Mit bescheidenen Mitteln verfolgt Schmolling ein gar nicht bescheidenes Ziel: Die Hamburger sollen „medienkompetent“ gemacht werden. Dazu sind die schon vorhandenen Bestände zum Thema EDV – 5000 Computerbücher, 2000 CD-Roms und 900 Sach-Videos – neu zusammengestellt worden. Hinzugekommen sind die beiden Internetterminals.

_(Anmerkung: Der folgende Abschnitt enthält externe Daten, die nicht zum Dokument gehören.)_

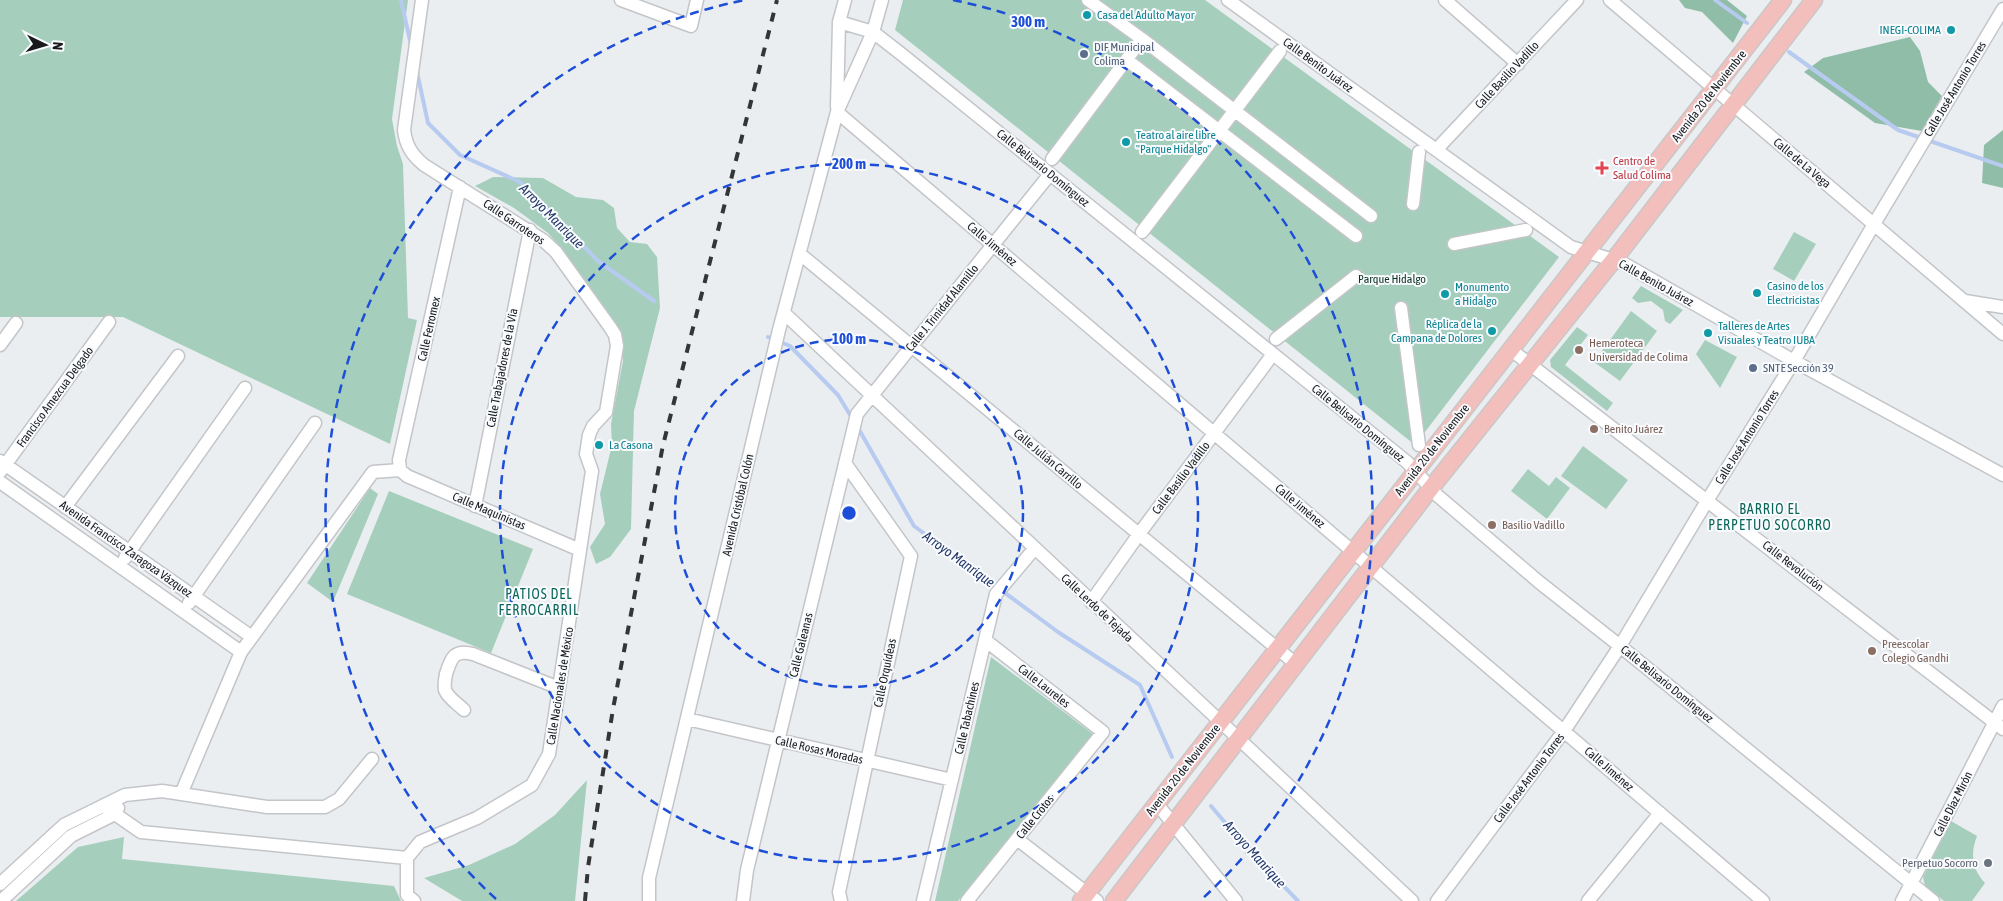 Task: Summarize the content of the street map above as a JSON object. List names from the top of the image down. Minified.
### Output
{"streets":{"main road":["Avenida 20 de Noviembre"],"street":["Calle Benito Juárez","Calle Basilio Vadillo","Calle José Antonio Torres","Calle de La Vega","Calle Belisario Domínguez","Calle Garroteros","Calle Jiménez","Calle J. Trinidad Alamillo","Calle Ferromex","Calle Trabajadores de la Vía","Francisco Amezcua Delgado","Calle Julián Carrillo","Avenida Cristóbal Colón","Calle Maquinistas","Avenida Francisco Zaragoza Vázquez","Calle Revolución","Calle Lerdo de Tejada","Calle Galeanas","Calle Orquídeas","Calle Nacionales de México","Calle Laureles","Calle Tabachines","Calle Rosas Moradas","Calle Díaz Mirón","Calle Crotos"]},"crossings":[["Calle Benito Juárez","Calle Basilio Vadillo"],["Calle Benito Juárez","Calle José Antonio Torres"],["Calle Benito Juárez","Avenida 20 de Noviembre"],["Calle Basilio Vadillo","Calle Belisario Domínguez"],["Calle Basilio Vadillo","Calle Jiménez"],["Calle Basilio Vadillo","Calle Julián Carrillo"],["Calle Basilio Vadillo","Calle Lerdo de Tejada"],["Calle José Antonio Torres","Calle de La Vega"],["Calle José Antonio Torres","Calle Belisario Domínguez"],["Calle José Antonio Torres","Calle Jiménez"],["Calle José Antonio Torres","Calle Revolución"],["Avenida 20 de Noviembre","Calle de La Vega"],["Avenida 20 de Noviembre","Calle Belisario Domínguez"],["Avenida 20 de Noviembre","Calle Jiménez"],["Avenida 20 de Noviembre","Calle Julián Carrillo"],["Avenida 20 de Noviembre","Calle Revolución"],["Avenida 20 de Noviembre","Calle Lerdo de Tejada"],["Calle Belisario Domínguez","Calle J. Trinidad Alamillo"],["Calle Belisario Domínguez","Avenida Cristóbal Colón"],["Calle Belisario Domínguez","Calle Díaz Mirón"],["Calle Garroteros","Calle Ferromex"],["Calle Garroteros","Calle Trabajadores de la Vía"],["Calle Garroteros","Calle Nacionales de México"],["Calle Jiménez","Calle J. Trinidad Alamillo"],["Calle Jiménez","Avenida Cristóbal Colón"],["Calle J. Trinidad Alamillo","Calle Julián Carrillo"],["Calle J. Trinidad Alamillo","Calle Lerdo de Tejada"],["Calle J. Trinidad Alamillo","Calle Galeanas"],["Calle Ferromex","Calle Maquinistas"],["Calle Trabajadores de la Vía","Calle Maquinistas"],["Francisco Amezcua Delgado","Avenida Francisco Zaragoza Vázquez"],["Calle Julián Carrillo","Avenida Cristóbal Colón"],["Avenida Cristóbal Colón","Calle Lerdo de Tejada"],["Avenida Cristóbal Colón","Calle Rosas Moradas"],["Calle Maquinistas","Calle Nacionales de México"],["Calle Revolución","Calle Díaz Mirón"],["Calle Lerdo de Tejada","Calle Galeanas"],["Calle Lerdo de Tejada","Calle Tabachines"],["Calle Galeanas","Calle Orquídeas"],["Calle Galeanas","Calle Rosas Moradas"],["Calle Orquídeas","Calle Rosas Moradas"],["Calle Laureles","Calle Tabachines"],["Calle Laureles","Calle Crotos"],["Calle Tabachines","Calle Rosas Moradas"]],"districts":["BARRIO EL PERPETUO SOCORRO","PATIOS DEL FERROCARRIL"],"water":["Arroyo Manrique"],"parks":["Parque Hidalgo"],"places":{"other":["Casa del Adulto Mayor","INEGI-COLIMA","DIF Municipal Colima","Teatro al aire libre \"Parque Hidalgo\"","Casino de los Electricistas","Monumento a Hidalgo","Réplica de la Campana de Dolores","Talleres de Artes Visuales y Teatro IUBA","Hemeroteca Universidad de Colima","SNTE Sección 39","Benito Juárez","La Casona","Basilio Vadillo","Preescolar Colegio Gandhi","Perpetuo Socorro"],"health":["Centro de Salud Colima"]},"north":"right","rings":["300 m","200 m","100 m"]}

Um speziellere Fragen der Kunden beantworten zu können, wurden die BibliothekarInnen geschult. Computerwelten bleibt ein Versuch, der Forderung der Bundesvereinigung Deutscher Bibliotheksverbände nach einer ausgebauten „Software- und Computerbibliothek“ gerecht zu werden.

Für 2,50 Mark pro halber Stunde haben Besucher die Möglichkeit, spezielle Recherchen durchzuführen oder einfach nur im Internet zu surfen. Regine Schmolling möchte damit neben Spezialisten vor allem Kinder und Jugendliche ansprechen und ihnen einen kreativen Umgang mit dem Internet nahebringen, „damit sie sich nicht in chatgroups verlieren“.

Doch wirklich zufrieden mit der Entwicklung ist sie nicht: „Solange wir unseren Katalog nicht im Internet haben, ist das nur eine halbherzige Angelegenheit.“ Es gibt also noch eine Menge zu tun. Hamburgs Computerwelten können sowieso lange nicht mit EDV-Abteilungen der Bibliotheken anderer Städte mithalten. Die Computerbibliothek Paderborn zum Beispiel bietet ihren Kunden doppelt so viele EDV-Bücher wie die HÖB und ganze sechs Internetarbeitsplätze. Die Gründe, warum sich Hamburgs Bibliotheken erst jetzt und so vorsichtig dem neuen Medium Internet öffnen, sind klar: „Es beißt sich, wenn Schließungen ins Haus stehen, mit innovativen Programmen aufzuwarten.“

Auch in einigen der Stadtteilbibliotheken gibt es Internetterminals, doch werden sie meist nur durch Bibliotheksangehörige zu Auskunftszwecken genutzt. Dort, wo Kunden Zugang haben, wird aber auf bestimmte Zielgruppen gesetzt. In Mümmelmannsberg etwa leiten Jugendliche selbst ein Internetcafé mit einem Netzzugang, das Schüler ansprechen soll. In der Stadtteilbibliothek Altona möchte Schmolling den Schwerpunkt Kinderbücher gerne mit einem speziellen Internet-Angebot für die jüngsten Altersgruppen ausbauen. Doch das sei „Zukunftsmusik“. Bleibt abzuwarten, ob die Hamburger Öffentlichen Bücherhallen bereit sind, den Weg ins digitale Zeitalter zu beschreiten.

Tina von Löhneysen

„Sternstunde bei der HÖB“: 7. September, 19.30 Uhr. Im fünften Stock der Zentralbibliothek, Große Bleichen 25, führt Rainer Kayser vor, was im Internet zum Thema Astronomie zu finden ist.